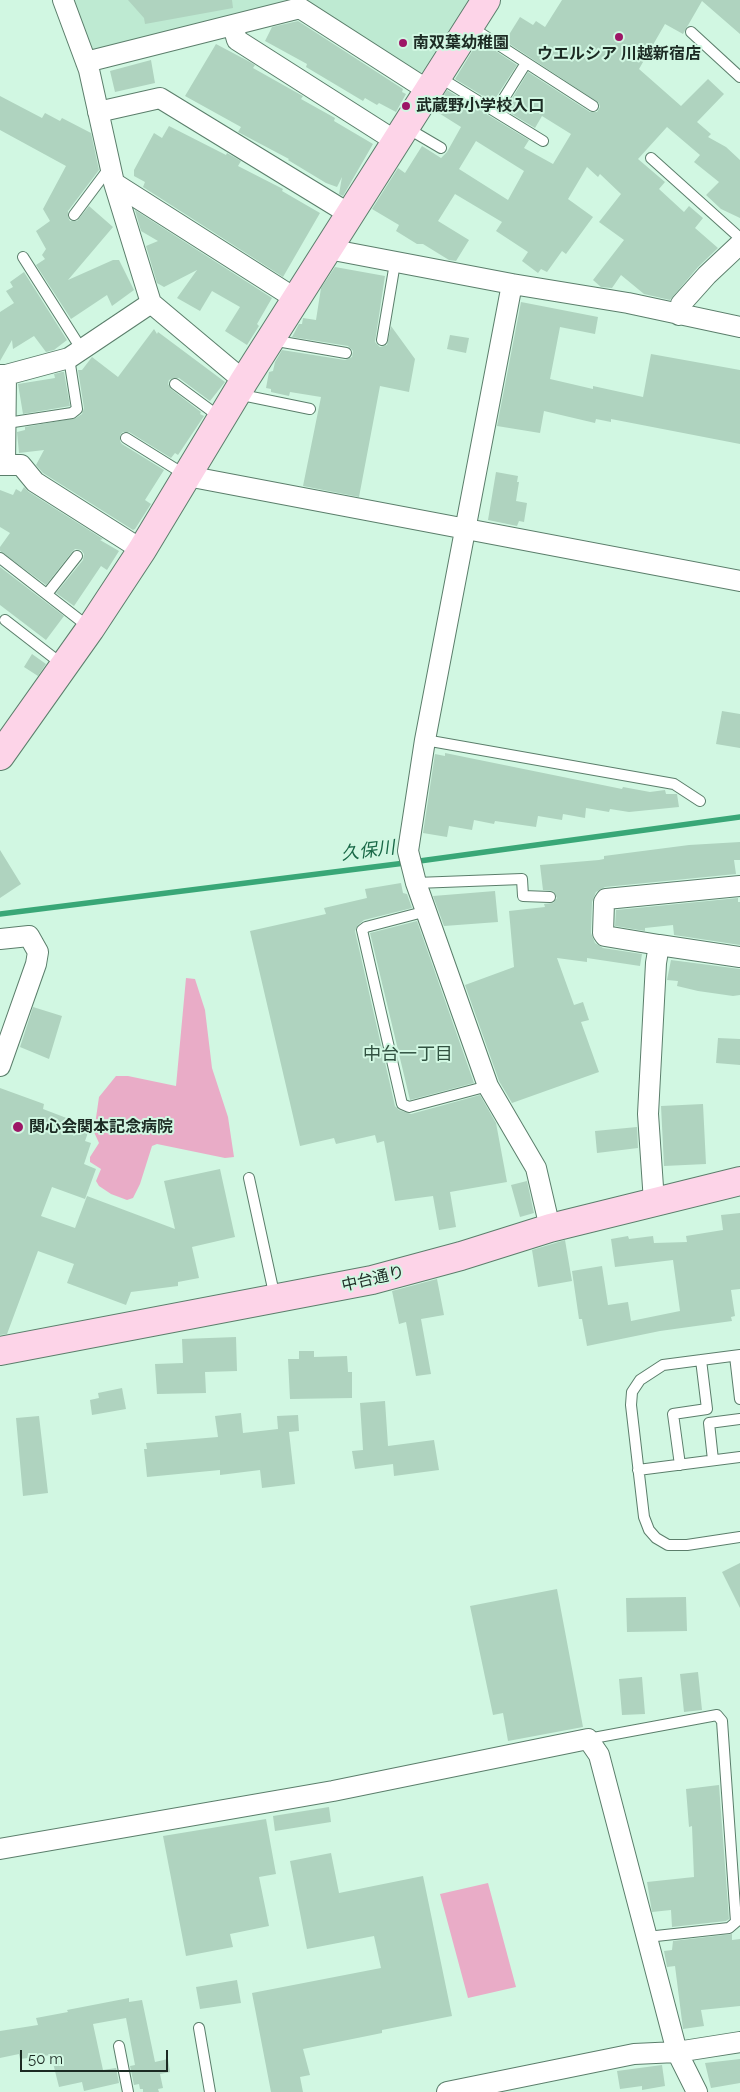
<!DOCTYPE html>
<meta charset="utf-8">
<style>
body{margin:0}
#map{position:relative;width:740px;height:2092px;overflow:hidden;background:#d1f7e2;font-family:Raleway,sans-serif}
canvas{display:block}
.scale{position:absolute;left:20px;top:2050px;width:148px;height:22px;box-sizing:border-box;border:2px solid #1c2a23;border-top:0;padding-left:6px;font-size:15px;line-height:18px;white-space:nowrap;color:#1c2a23;-webkit-text-stroke:4px #d1f7e2;paint-order:stroke}
</style>
<div id="map">
<canvas width="740" height="2092"></canvas>
<div class="scale">50 m</div>
</div>
<script>
const ctx = document.querySelector('canvas').getContext('2d');
ctx.lineJoin = 'round';
function paint(path, color) { ctx.fillStyle = color; ctx.fill(path, 'evenodd'); }
const poly = rows => new Path2D(rows.map(r => 'M' + r).join(''));
function trace(path, color, width, dash) { ctx.strokeStyle = color; ctx.lineWidth = width; ctx.lineCap = dash ? 'butt' : 'round'; ctx.setLineDash(dash || []); ctx.stroke(path); }
function drawText(font, color, halo, rows, align = 'center') {
  ctx.font = font + ' Raleway,"Noto Sans JP",sans-serif'; ctx.lineWidth = 4; ctx.setLineDash([]); ctx.textBaseline = 'middle'; ctx.strokeStyle = halo; ctx.fillStyle = color; for (const [text, x, y, turn = 0] of rows) {
    ctx.save(); ctx.translate(x, y); ctx.rotate((+turn || 0) * Math.PI / 180); ctx.textAlign = isNaN(turn) ? turn : align; if (halo) ctx.strokeText(text, 0, 0); ctx.fillText(text, 0, 0); ctx.restore();
  }
}
const built = poly([
 [67,0,468,0,419,77,301,4,89,57]
]);
const green = poly([
 [186,978,195,979,205,1010,212,1068,228,1117,234,1157,225,1158,157,1144,152,1146,140,1184,133,1198,127,1200,111,1194,99,1186,96,1181,101,1169,90,1162,90,1157,99,1143,94,1132,99,1097,116,1076,128,1076,176,1086],
 [488,1883,516,1987,468,1998,440,1894]
]);
const stream = poly([
 [0,914,405,863,740,817]
]);
const building = poly([
 [128,0,232,0,233,8,145,24,144,18],
 [562,0,740,0,740,34,702,1,683,34,665,24,639,69,681,106,708,79,724,94,697,122,711,134,708,137,726,147,740,160,740,218,721,209,706,195,719,182,694,162,700,155,667,127,638,159,665,182,659,189,684,212,689,206,703,218,695,228,718,248,698,267,670,300,644,294,621,275,612,288,601,287,593,280,624,240,599,222,621,194,600,174,598,177,587,167,568,199,593,217,566,254,562,251,547,272,541,269,538,273,522,261,528,252,496,231,502,222,455,194,438,221,469,240,456,261,449,260,423,244,417,244,396,231,399,225,372,209,398,168,405,173,422,146,441,158,447,152,461,127,434,110,447,90,529,140,524,148,553,164,571,134,542,116,535,128,505,110,528,72,590,112,597,112,600,107,599,103,505,41,520,17,533,25,536,21,545,27],
 [476,141,524,171,508,200,459,169],
 [298,21,403,89,402,92,406,94,396,112,379,103,377,105,365,98,363,101,306,67,307,64,265,41,272,27],
 [479,40,517,65,493,102,455,79],
 [216,44,250,62,255,65,253,68,301,95,303,96,301,99,335,118,334,121,373,144,343,196,339,194,342,177,337,187,326,183,288,160,289,159,238,132,241,127,185,96],
 [151,60,155,83,115,92,110,71],
 [0,96,42,118,45,113,60,121,62,118,91,133,99,170,68,211,68,217,70,221,77,221,89,206,113,227,68,280,113,260,119,260,134,290,112,306,107,295,71,319,36,265,45,259,42,255,46,249,36,231,50,221,43,209,66,166,0,130],
 [169,126,226,155,227,153,241,161,238,166,283,189,282,191,320,213,283,277,143,187,145,182,134,176,134,170,154,133,162,138],
 [135,210,272,298,257,324,259,326,247,345,225,331,240,307,212,291,200,311,177,298,197,270,164,287,157,283,146,246,158,241,141,231],
 [335,267,385,276,375,342,380,347,387,345,391,326,415,359,409,392,380,386,359,497,303,486,321,397,290,392,289,396,271,392,271,389,266,388,269,372,273,371,275,362,282,350,345,360,352,357,353,351,348,346,292,337,299,324,302,324,303,318,316,320,321,288],
 [24,272,67,340,54,350,46,352,34,336,13,349,12,340,0,361,0,312,14,303,6,291,13,287,10,282],
 [521,302,598,317,595,334,560,327,550,379,593,389,593,386,643,397,651,354,740,370,740,444,611,419,611,422,596,419,595,423,544,411,540,433,497,426],
 [154,329,157,334,158,332,225,382,210,401,179,378,173,378,169,380,168,384,171,389,201,412,200,414,204,416,178,455,175,453,171,458,129,432,123,432,120,435,120,441,122,444,164,470,145,500,151,504,135,529,133,530,43,473,36,465,44,450,19,453,17,432,25,430,25,427,76,418,82,414,84,408,78,370,82,370,92,357,118,377],
 [450,335,469,338,466,353,447,349],
 [62,372,64,372,70,406,23,414,18,384,55,378,54,374],
 [496,472,518,476,517,482,519,482,516,501,527,503,524,522,519,521,517,526,488,520],
 [24,487,29,492,103,539,100,540,119,551,107,570,101,566,74,606,56,593,83,560,84,554,81,550,75,549,72,552,46,585,0,551,0,547,10,533,0,527,0,490,13,495,16,489,21,492],
 [0,567,64,616,46,640,0,605],
 [32,654,46,664,38,676,24,667],
 [722,711,740,714,740,748,716,744],
 [445,753,622,789,623,787,650,792,665,790,666,794,677,794,679,807,629,812,610,809,609,812,586,808,585,818,563,814,562,820,538,816,536,827,495,821,494,824,474,820,472,830,449,826,447,837,423,833,435,754,445,756],
 [740,842,740,860,734,860,736,874,605,887,596,892,592,902,591,933,595,943,603,948,642,954,640,966,587,958,587,962,557,958,574,1005,583,1002,589,1020,581,1022,599,1072,512,1103,499,1081,465,985,514,967,509,911,545,907,544,904,553,903,557,898,553,891,543,890,540,865,599,860,604,859,604,856,689,845],
 [0,850,21,884,0,898],
 [401,883,403,893,407,894,412,908,364,920,358,925,355,931,395,1106,399,1110,411,1114,480,1095,496,1123,507,1182,450,1192,456,1227,439,1230,433,1196,395,1201,384,1141,377,1143,375,1135,336,1144,334,1138,300,1146,250,931,326,914,324,908,367,898,365,889],
 [495,891,498,922,444,926,433,896],
 [738,898,738,902,740,902,740,945,674,935,673,925,645,928,645,931,615,926,616,910],
 [417,921,474,1083,410,1100,370,933],
 [671,960,740,969,740,995,733,996,698,991,677,986,678,981,667,980],
 [33,1007,62,1016,49,1059,20,1047],
 [718,1038,740,1039,740,1065,716,1063],
 [0,1088,44,1104,43,1109,90,1127,85,1141,91,1143,84,1164,96,1169,85,1199,52,1187,41,1216,75,1228,87,1196,175,1229,164,1181,220,1169,235,1237,192,1247,199,1278,178,1282,178,1286,131,1292,126,1305,67,1283,74,1264,38,1251,7,1334,0,1335],
 [703,1104,706,1164,664,1166,661,1106],
 [637,1127,638,1148,597,1153,595,1131],
 [527,1181,534,1213,520,1217,511,1185],
 [740,1213,740,1289,731,1290,735,1316,731,1317,732,1321,660,1331,587,1346,582,1319,579,1319,572,1271,602,1266,608,1305,628,1302,631,1321,680,1311,673,1260,615,1267,611,1239,628,1236,629,1239,653,1236,654,1243,687,1242,686,1236,723,1230,721,1215],
 [565,1240,572,1281,538,1287,532,1250],
 [437,1279,444,1315,421,1319,431,1374,416,1376,406,1322,399,1324,392,1291],
 [236,1337,237,1371,205,1372,206,1393,157,1394,155,1364,183,1363,182,1339],
 [299,1351,314,1351,314,1357,347,1356,348,1372,352,1372,352,1398,290,1399,288,1359,299,1359],
 [122,1388,126,1409,92,1415,90,1400,99,1398,98,1393],
 [385,1401,388,1446,434,1440,439,1470,394,1476,393,1464,355,1469,352,1451,363,1450,360,1403],
 [241,1413,243,1433,278,1429,277,1416,298,1415,299,1431,289,1432,295,1484,262,1488,260,1470,220,1475,220,1470,147,1477,144,1449,147,1449,146,1443,218,1437,215,1416],
 [39,1416,48,1493,23,1496,16,1418],
 [740,1563,740,1608,722,1572],
 [557,1589,583,1727,508,1741,503,1713,493,1715,470,1606],
 [686,1597,687,1631,627,1632,626,1598],
 [698,1672,702,1710,684,1712,680,1674],
 [642,1677,645,1714,622,1715,619,1679],
 [719,1785,729,1919,726,1921,672,1927,671,1910,652,1912,647,1882,694,1877,692,1826,689,1827,686,1789],
 [329,1807,331,1822,275,1831,273,1816],
 [266,1819,276,1874,259,1877,269,1926,230,1934,233,1947,186,1956,163,1836],
 [331,1853,339,1893,423,1876,452,2016,382,2030,382,2033,303,2049,310,2075,300,2077,303,2092,271,2092,252,1993,381,1968,374,1936,307,1949,290,1861],
 [732,1934,732,1940,740,1939,740,2006,701,2010,704,2026,683,2029,675,1966,667,1967,664,1951,672,1950,673,1941],
 [237,1980,241,2003,200,2009,196,1987],
 [129,1998,129,2002,142,2000,155,2062,168,2059,170,2072,160,2074,163,2088,158,2089,159,2092,143,2092,143,2089,140,2089,139,2084,134,2085,130,2066,135,2065,126,2018,93,2024,103,2070,116,2068,119,2083,84,2091,82,2082,59,2087,51,2055,20,2059,19,2054,0,2058,0,2031,38,2025,36,2018,68,2012,67,2010],
 [740,2059,740,2083,711,2088,705,2063],
 [662,2065,665,2086,642,2090,642,2086,620,2089,617,2071]
]);
const lane = poly([
 [471,27,593,106],
 [691,32,740,77],
 [439,77,543,141],
 [496,111,526,63],
 [407,128,441,148],
 [651,158,740,238],
 [74,215,110,167],
 [23,257,82,350],
 [271,340,346,353],
 [382,340,395,263],
 [175,384,221,418],
 [237,394,310,409],
 [7,423,72,413,77,409,69,358],
 [126,438,187,476],
 [0,558,90,628],
 [47,594,77,556],
 [5,620,63,665],
 [425,740,674,784,700,801],
 [416,883,522,879,523,896,550,897],
 [427,911,366,927,362,930,402,1104,409,1107,488,1086],
 [249,1178,275,1298],
 [740,1355,663,1365,640,1380,632,1392,631,1405,644,1517,649,1530,656,1538,668,1545,687,1545,740,1537],
 [735,1356,740,1399],
 [713,1460,709,1423,740,1419],
 [680,1465,673,1414,707,1409,701,1360],
 [638,1470,740,1457],
 [588,1739,717,1715,722,1721,736,1922,729,1928,647,1937],
 [199,2028,210,2092],
 [119,2046,128,2092]
]);
const street = poly([
 [63,0,89,70,114,183,151,303,244,381],
 [233,26,237,40,397,142],
 [86,62,300,8,429,91],
 [98,112,160,98,351,215],
 [114,183,296,299],
 [328,249,512,284,628,303,740,327],
 [512,284,425,740,408,851,416,883,488,1086,536,1168,550,1228],
 [679,315,681,304,707,275,740,244],
 [0,375,6,375,69,358,151,303],
 [5,464,6,375],
 [0,465,21,465,35,482,142,550],
 [187,476,740,581],
 [0,939,29,936,38,952,36,964,0,1066],
 [659,945,605,936,603,933,604,902,606,899,740,886],
 [654,1202,648,1114,656,963,659,945,740,957],
 [0,1849,333,1791,588,1739,599,1755,677,2052,740,2042],
 [447,2092,634,2054,677,2052,697,2092]
]);
const secondary = poly([
 [0,756,90,629,142,550,244,381,486,0],
 [0,1351,372,1280,461,1256,550,1228,740,1181]
]);
const markers = [
 [619,37,5,"#9d1666"],
 [403,43,5,"#9d1666"],
 [406,106,5,"#9d1666"],
 [18,1127,6,"#9d1666"]
];
const poiNames = [
 ["南双葉幼稚園",413,43],
 ["ウエルシア 川越新宿店",619,54,"center"],
 ["武蔵野小学校入口",416,106],
 ["関心会関本記念病院",29,1127]
];
const streetNames = [
 ["中台通り",373,1279,-13]
];
const waterNames = [
 ["久保川",368,851,-7]
];
const neighbourhoodNames = [
 ["中台一丁目",408,1055]
];
paint(built, '#beead2');
paint(green, '#e9acc7');
trace(stream, '#39a777', 5.5);
paint(building, '#afd3bf');
trace(lane, '#5b7e6b', 12);
trace(street, '#5b7e6b', 22);
trace(secondary, '#5b7e6b', 30);
trace(lane, '#fff', 10);
trace(street, '#fff', 20);
trace(secondary, '#fdd4e8', 28);
for (const [x, y, r, color] of markers) { const dot = new Path2D(); dot.arc(x, y, r, 0, 2 * Math.PI); ctx.fillStyle = color; ctx.fill(dot); trace(dot, '#d1f7e2', 2); }
drawText('bold 16px', '#1c2a23', '#d1f7e2', poiNames, 'left');
drawText('16px', '#1c2a23', '#d1f7e2', streetNames);
drawText('italic 18px', '#186746', '#d1f7e2', waterNames);
drawText('18px', '#315241', '#d1f7e2', neighbourhoodNames);
</script>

**Action item**
Each line of the listing that holds the string "turn" counts once; state how many there are, with nothing added.

**Response area**
2